Pour moi, le mental, ça fait tout… Ah… Je pourrais t’en parler pendant des semaines. C’est le plus difficile en tant qu’entraîneur car tu peux aller à l’entraînement a pendant la semaine, faire tes séances, bien rouler, mais être un bon entraîneur c’est surtout l’être dans les moments difficiles pour permettre à ton pilote de rebondir. Bien sûr, tout le monde ne fonctionne pas de la même façon et ça rend les choses plus difficiles parce que si on était tous pareils, il suffirait de tous appliquer la même chose et ça deviendrait tout de suite très simple.
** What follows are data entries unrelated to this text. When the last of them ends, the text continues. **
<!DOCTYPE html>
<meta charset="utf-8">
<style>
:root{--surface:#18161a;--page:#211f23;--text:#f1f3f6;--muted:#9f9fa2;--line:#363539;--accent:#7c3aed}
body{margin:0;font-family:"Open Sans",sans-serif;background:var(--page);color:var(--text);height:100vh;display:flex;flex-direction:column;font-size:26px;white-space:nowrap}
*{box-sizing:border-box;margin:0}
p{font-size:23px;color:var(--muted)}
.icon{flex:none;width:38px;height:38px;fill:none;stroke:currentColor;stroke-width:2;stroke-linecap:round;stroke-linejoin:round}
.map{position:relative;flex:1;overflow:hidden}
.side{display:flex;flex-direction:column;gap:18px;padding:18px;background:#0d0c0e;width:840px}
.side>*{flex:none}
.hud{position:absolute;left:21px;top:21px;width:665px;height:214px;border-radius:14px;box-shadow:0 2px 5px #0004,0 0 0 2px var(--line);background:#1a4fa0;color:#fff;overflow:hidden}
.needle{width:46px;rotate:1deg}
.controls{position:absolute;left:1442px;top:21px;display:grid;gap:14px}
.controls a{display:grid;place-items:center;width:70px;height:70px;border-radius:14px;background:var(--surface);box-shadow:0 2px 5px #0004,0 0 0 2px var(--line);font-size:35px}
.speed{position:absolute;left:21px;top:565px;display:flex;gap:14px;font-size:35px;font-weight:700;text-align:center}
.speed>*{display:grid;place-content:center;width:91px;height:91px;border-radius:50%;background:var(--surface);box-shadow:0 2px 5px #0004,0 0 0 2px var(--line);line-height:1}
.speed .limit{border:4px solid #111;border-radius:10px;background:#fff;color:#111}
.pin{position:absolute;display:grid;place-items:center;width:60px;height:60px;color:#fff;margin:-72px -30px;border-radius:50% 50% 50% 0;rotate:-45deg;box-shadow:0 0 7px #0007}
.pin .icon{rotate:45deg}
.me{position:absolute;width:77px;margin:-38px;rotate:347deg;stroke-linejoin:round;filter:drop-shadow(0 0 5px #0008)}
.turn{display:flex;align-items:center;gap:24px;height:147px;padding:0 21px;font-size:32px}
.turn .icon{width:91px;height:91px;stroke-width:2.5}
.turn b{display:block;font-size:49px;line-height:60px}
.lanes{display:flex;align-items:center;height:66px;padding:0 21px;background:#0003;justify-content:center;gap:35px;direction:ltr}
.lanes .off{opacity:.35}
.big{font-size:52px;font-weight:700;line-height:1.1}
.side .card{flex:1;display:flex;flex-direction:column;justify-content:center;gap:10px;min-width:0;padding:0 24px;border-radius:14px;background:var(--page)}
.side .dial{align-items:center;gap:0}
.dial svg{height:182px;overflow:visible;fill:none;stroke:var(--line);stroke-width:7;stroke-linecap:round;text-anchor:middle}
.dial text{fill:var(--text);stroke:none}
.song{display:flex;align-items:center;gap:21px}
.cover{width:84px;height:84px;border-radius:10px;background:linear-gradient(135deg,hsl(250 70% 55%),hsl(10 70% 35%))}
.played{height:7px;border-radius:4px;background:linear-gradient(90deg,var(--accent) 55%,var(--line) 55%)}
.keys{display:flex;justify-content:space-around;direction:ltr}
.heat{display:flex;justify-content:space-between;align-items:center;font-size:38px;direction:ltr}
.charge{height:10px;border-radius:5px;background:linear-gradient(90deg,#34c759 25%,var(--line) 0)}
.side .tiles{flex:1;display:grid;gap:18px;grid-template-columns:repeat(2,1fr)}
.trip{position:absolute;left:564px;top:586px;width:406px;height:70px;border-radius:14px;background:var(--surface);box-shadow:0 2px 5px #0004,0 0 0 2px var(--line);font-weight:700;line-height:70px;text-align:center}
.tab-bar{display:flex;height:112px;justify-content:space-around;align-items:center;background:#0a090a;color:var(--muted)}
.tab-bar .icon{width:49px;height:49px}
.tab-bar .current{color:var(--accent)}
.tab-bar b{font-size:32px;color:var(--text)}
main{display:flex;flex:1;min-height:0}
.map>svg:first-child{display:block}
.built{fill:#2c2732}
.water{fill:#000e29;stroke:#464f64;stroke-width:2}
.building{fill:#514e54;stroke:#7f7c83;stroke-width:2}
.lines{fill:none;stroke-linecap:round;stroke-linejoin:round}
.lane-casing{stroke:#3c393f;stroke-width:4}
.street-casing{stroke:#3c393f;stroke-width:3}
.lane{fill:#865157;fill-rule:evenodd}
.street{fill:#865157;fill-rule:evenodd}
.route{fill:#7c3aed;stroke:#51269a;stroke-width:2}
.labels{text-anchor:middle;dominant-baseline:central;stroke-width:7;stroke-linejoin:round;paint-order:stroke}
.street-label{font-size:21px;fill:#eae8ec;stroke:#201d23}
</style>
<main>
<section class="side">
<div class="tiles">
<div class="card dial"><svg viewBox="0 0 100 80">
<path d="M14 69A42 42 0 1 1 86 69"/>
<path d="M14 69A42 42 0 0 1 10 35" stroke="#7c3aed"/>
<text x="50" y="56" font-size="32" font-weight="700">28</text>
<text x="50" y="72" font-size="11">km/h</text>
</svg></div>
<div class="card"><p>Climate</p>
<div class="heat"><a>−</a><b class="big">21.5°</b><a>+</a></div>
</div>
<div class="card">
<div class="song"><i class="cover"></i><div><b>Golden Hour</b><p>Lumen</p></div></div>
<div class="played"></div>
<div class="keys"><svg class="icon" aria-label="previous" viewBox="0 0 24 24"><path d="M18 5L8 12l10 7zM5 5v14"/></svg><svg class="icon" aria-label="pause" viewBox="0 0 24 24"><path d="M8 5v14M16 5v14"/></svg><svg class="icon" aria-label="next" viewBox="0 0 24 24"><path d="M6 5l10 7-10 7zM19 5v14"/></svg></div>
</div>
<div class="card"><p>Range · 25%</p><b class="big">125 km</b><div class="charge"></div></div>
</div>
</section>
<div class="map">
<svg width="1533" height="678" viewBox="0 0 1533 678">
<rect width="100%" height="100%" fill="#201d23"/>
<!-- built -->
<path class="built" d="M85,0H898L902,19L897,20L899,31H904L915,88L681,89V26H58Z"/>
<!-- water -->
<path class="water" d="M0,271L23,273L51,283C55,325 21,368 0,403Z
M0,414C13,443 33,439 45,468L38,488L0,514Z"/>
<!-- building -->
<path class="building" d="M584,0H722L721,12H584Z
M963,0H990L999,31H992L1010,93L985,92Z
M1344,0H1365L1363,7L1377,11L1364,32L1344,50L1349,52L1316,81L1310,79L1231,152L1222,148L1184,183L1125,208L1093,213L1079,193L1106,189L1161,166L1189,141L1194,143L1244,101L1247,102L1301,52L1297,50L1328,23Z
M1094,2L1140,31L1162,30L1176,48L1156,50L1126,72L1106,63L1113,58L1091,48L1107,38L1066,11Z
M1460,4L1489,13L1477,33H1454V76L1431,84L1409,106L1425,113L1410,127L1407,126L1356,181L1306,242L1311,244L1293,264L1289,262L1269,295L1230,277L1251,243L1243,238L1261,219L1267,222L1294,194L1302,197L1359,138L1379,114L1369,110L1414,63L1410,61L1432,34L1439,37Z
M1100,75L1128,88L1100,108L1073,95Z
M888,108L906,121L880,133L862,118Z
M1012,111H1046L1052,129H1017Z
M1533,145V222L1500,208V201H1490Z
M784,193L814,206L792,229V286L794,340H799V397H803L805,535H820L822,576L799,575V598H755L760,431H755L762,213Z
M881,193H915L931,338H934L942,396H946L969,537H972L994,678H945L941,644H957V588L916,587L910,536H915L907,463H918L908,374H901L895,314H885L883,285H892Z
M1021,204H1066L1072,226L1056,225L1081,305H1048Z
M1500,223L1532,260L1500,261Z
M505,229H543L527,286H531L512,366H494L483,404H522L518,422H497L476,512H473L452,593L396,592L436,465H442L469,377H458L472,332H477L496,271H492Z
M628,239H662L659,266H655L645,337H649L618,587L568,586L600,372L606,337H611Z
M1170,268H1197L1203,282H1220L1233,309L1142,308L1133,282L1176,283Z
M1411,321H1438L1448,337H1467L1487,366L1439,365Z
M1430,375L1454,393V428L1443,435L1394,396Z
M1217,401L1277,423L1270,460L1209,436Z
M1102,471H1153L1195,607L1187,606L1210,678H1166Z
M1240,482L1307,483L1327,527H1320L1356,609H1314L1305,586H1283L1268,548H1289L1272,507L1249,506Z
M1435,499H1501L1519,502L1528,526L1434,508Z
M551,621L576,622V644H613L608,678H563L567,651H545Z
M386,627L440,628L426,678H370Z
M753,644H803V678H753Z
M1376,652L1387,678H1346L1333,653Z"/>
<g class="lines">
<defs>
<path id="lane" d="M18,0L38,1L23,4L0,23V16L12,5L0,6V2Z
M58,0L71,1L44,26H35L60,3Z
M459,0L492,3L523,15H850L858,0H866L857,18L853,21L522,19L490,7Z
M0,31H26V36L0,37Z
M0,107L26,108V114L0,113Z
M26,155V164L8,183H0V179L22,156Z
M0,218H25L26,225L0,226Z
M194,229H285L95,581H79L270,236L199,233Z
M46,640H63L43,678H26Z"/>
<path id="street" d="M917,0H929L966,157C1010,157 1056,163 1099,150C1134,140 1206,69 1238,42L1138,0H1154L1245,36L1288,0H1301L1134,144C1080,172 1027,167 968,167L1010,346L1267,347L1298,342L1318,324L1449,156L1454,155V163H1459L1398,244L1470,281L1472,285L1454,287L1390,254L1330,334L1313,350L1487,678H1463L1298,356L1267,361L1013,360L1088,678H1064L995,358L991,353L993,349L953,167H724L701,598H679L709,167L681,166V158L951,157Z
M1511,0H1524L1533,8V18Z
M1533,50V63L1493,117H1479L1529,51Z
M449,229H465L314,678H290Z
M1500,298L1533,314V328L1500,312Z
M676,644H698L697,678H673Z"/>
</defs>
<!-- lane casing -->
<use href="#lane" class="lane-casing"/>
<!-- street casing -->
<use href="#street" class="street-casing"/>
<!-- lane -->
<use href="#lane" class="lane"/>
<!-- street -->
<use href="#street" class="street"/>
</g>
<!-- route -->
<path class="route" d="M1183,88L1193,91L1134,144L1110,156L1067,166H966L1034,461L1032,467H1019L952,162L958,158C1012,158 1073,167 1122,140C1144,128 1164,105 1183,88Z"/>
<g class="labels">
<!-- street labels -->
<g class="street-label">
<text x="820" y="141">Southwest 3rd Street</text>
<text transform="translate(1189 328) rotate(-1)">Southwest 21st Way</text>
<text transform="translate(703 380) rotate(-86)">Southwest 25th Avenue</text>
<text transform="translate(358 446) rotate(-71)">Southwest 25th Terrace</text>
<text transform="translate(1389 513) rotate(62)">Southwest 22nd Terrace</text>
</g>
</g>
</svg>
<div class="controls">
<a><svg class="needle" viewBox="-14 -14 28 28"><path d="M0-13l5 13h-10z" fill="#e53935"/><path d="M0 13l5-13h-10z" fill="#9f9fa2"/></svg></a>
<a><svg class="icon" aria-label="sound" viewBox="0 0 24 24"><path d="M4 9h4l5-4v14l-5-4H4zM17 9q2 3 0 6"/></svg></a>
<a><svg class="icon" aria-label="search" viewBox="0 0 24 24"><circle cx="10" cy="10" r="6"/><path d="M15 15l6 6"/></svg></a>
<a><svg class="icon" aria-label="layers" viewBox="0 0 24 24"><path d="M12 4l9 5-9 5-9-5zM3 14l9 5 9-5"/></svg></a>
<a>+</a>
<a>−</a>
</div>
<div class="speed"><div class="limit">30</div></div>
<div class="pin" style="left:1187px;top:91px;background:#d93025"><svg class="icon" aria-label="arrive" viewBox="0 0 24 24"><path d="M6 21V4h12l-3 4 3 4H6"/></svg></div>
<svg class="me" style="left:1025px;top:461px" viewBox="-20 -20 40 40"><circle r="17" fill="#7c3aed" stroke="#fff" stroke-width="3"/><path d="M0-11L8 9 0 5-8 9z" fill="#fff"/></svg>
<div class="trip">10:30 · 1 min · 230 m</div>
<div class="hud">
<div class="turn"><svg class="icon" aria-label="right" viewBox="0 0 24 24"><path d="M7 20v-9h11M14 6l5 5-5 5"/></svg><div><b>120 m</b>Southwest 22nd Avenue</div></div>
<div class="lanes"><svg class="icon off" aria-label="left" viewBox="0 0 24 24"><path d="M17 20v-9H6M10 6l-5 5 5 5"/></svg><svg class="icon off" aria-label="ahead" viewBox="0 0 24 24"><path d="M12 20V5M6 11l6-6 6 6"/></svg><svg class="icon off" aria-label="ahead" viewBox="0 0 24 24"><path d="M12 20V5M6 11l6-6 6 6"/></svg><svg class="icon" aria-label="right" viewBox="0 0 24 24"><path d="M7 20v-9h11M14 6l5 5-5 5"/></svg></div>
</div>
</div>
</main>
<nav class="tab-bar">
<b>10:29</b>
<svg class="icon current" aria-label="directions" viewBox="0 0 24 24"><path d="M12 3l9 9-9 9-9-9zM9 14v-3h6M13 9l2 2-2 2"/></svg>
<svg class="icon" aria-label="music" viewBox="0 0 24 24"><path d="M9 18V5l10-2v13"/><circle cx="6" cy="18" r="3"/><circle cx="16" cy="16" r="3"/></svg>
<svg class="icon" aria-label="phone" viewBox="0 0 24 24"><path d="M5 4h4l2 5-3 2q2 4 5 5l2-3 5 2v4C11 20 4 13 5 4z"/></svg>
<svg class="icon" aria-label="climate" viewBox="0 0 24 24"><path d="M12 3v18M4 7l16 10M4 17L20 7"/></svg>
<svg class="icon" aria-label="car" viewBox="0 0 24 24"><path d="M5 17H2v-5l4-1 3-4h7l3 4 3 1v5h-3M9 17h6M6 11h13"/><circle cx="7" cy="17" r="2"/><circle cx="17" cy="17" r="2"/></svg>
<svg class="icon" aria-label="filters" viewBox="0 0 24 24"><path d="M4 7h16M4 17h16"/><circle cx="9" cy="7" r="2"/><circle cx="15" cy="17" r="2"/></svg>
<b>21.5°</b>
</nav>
David a un gros cœur, il est moins technique que Kévin mais il est mon confiant que lui. Kévin est un garçon qui réfléchit beaucoup sur la moto, David beaucoup moins et c’est aussi pourquoi il lui arrive de faire des erreurs stupides.

Kévin a gagné sa première manche qualificative cette année, la première victoire de manche a suivi en Turquie. Il semble être à son top mais malheureusement, il a 23 ans et il devra passer en MXGP l’an prochain. Que penses-tu de cette règle d’âge en MX2 ?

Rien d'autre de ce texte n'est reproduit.